Quote the records below word for word, please, from the very first line through the one that contains "font-size:23px; font-weight:400; color:#767676", and nothing beyond it.

------ RECORDS TO USE

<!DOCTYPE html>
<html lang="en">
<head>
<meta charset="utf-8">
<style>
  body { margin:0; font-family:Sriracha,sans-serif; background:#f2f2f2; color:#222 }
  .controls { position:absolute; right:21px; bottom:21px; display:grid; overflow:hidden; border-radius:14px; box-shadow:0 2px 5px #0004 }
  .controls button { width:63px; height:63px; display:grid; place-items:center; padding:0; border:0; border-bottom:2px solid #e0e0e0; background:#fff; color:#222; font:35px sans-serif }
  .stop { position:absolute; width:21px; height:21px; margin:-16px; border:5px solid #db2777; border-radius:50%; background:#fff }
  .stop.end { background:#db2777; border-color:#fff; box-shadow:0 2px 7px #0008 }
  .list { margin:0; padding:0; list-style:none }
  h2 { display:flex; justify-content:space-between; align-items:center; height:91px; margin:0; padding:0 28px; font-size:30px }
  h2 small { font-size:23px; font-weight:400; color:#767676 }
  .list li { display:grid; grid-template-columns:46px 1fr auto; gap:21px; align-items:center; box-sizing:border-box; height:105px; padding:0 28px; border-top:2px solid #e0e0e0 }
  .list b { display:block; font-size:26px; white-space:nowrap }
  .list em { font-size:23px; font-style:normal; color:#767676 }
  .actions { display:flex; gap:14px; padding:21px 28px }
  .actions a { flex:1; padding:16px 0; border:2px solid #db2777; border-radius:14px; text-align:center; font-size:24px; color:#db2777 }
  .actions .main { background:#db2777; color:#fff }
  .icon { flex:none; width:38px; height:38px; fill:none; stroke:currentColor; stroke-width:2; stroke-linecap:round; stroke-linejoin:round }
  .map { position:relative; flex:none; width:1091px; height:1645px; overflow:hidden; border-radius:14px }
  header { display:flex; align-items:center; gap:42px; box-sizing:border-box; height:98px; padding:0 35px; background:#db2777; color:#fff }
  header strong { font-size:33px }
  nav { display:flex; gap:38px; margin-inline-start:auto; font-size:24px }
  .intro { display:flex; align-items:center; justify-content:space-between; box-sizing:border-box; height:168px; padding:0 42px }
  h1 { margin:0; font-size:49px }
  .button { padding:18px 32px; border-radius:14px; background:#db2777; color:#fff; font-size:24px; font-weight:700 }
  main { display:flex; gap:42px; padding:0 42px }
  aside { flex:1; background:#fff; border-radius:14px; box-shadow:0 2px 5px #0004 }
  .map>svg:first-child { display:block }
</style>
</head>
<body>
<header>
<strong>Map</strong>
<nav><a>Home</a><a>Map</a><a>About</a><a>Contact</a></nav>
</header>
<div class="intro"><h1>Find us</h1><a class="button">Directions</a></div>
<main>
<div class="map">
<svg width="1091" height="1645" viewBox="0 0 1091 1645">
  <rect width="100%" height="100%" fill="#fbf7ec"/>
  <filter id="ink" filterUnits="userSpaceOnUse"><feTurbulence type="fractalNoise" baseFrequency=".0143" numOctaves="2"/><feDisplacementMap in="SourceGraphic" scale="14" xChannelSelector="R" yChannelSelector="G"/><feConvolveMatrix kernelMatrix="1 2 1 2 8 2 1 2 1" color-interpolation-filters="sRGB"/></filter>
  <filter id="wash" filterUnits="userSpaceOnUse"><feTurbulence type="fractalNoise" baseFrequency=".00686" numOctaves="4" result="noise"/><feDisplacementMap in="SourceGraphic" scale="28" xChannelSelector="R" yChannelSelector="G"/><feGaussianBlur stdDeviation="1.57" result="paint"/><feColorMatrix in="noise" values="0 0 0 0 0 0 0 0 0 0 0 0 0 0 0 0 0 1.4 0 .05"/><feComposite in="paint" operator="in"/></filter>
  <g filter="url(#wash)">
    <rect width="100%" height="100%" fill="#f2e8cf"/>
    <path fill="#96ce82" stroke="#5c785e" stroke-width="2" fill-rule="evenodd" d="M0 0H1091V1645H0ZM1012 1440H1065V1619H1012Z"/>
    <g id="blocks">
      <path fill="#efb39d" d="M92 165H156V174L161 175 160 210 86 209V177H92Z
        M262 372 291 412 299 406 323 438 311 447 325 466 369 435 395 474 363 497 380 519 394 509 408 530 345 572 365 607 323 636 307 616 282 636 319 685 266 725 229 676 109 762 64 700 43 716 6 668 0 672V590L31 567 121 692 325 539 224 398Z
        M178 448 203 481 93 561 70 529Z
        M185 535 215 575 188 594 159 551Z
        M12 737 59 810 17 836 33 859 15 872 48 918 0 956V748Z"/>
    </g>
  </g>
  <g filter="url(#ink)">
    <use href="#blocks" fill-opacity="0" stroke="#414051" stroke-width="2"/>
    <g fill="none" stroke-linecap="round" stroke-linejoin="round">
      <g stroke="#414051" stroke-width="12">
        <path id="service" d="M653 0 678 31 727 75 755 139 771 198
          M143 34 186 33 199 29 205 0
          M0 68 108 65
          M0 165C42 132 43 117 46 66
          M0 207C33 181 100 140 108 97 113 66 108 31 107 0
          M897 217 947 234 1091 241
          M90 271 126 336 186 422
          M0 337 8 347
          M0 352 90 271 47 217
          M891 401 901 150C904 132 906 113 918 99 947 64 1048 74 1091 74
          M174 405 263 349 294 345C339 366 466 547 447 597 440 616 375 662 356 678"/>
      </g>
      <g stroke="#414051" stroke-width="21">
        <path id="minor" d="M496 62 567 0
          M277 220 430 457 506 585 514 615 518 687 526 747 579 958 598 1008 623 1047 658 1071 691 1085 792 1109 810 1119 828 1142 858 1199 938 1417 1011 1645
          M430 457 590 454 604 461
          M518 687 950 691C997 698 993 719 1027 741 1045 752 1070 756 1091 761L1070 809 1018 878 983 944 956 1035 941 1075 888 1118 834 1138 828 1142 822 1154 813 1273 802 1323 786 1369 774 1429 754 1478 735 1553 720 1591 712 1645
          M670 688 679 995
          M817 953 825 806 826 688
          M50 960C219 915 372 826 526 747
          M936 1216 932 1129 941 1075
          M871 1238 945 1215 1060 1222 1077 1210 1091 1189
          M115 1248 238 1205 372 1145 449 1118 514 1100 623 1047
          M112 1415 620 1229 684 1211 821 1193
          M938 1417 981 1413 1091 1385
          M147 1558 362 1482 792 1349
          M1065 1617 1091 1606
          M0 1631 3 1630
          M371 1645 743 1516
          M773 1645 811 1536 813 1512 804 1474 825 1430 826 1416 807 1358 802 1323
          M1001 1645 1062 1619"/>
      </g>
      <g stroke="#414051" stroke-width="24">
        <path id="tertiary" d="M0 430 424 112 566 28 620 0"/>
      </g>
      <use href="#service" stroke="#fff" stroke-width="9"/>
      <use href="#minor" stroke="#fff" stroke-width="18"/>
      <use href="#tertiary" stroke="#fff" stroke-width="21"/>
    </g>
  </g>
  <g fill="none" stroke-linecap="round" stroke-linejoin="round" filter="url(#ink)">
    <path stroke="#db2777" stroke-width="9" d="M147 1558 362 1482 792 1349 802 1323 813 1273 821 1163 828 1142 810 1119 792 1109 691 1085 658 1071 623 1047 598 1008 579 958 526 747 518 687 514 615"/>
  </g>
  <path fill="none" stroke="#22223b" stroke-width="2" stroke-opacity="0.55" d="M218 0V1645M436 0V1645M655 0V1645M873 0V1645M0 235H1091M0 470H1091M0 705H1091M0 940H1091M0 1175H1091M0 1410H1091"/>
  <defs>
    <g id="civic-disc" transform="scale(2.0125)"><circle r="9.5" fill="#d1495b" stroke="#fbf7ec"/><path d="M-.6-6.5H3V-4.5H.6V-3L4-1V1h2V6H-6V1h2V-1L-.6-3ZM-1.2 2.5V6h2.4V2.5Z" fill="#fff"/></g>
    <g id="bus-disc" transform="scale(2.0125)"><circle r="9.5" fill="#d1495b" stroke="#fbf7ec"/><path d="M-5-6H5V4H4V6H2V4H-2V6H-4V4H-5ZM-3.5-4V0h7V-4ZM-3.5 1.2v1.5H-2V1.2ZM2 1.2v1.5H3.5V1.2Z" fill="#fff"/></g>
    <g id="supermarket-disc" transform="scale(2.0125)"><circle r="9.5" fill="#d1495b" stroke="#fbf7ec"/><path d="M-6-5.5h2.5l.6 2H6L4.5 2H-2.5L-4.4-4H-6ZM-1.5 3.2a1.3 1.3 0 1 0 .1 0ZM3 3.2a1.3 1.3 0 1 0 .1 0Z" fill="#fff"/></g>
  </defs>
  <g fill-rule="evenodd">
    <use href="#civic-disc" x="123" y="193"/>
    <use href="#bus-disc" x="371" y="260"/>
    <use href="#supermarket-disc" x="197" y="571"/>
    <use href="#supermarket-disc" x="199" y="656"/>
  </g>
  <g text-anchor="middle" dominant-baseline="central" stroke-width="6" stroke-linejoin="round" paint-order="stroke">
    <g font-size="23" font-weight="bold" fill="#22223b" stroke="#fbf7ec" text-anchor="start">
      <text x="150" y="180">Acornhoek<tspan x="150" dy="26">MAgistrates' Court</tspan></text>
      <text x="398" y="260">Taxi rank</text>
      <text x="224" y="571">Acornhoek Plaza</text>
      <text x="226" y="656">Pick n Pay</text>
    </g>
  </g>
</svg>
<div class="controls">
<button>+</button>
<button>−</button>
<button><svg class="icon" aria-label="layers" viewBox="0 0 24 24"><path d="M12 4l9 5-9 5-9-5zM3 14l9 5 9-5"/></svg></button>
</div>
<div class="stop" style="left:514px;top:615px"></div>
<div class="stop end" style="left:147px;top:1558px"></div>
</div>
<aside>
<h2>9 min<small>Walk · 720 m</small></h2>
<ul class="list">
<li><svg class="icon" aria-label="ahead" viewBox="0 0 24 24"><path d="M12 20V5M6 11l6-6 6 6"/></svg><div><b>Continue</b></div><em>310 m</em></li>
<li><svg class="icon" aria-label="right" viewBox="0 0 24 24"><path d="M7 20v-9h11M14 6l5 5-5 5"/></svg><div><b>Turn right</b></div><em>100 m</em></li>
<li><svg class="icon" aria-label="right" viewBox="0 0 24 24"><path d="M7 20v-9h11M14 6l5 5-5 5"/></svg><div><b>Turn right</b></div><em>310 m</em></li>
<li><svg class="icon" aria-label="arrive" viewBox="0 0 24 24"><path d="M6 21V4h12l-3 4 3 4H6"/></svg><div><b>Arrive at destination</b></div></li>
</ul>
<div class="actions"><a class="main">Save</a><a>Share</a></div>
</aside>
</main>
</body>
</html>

------------

RESULT OF THE EXERCISE:
<!DOCTYPE html>
<html lang="en">
<head>
<meta charset="utf-8">
<style>
  body { margin:0; font-family:Sriracha,sans-serif; background:#f2f2f2; color:#222 }
  .controls { position:absolute; right:21px; bottom:21px; display:grid; overflow:hidden; border-radius:14px; box-shadow:0 2px 5px #0004 }
  .controls button { width:63px; height:63px; display:grid; place-items:center; padding:0; border:0; border-bottom:2px solid #e0e0e0; background:#fff; color:#222; font:35px sans-serif }
  .stop { position:absolute; width:21px; height:21px; margin:-16px; border:5px solid #db2777; border-radius:50%; background:#fff }
  .stop.end { background:#db2777; border-color:#fff; box-shadow:0 2px 7px #0008 }
  .list { margin:0; padding:0; list-style:none }
  h2 { display:flex; justify-content:space-between; align-items:center; height:91px; margin:0; padding:0 28px; font-size:30px }
  h2 small { font-size:23px; font-weight:400; color:#767676 }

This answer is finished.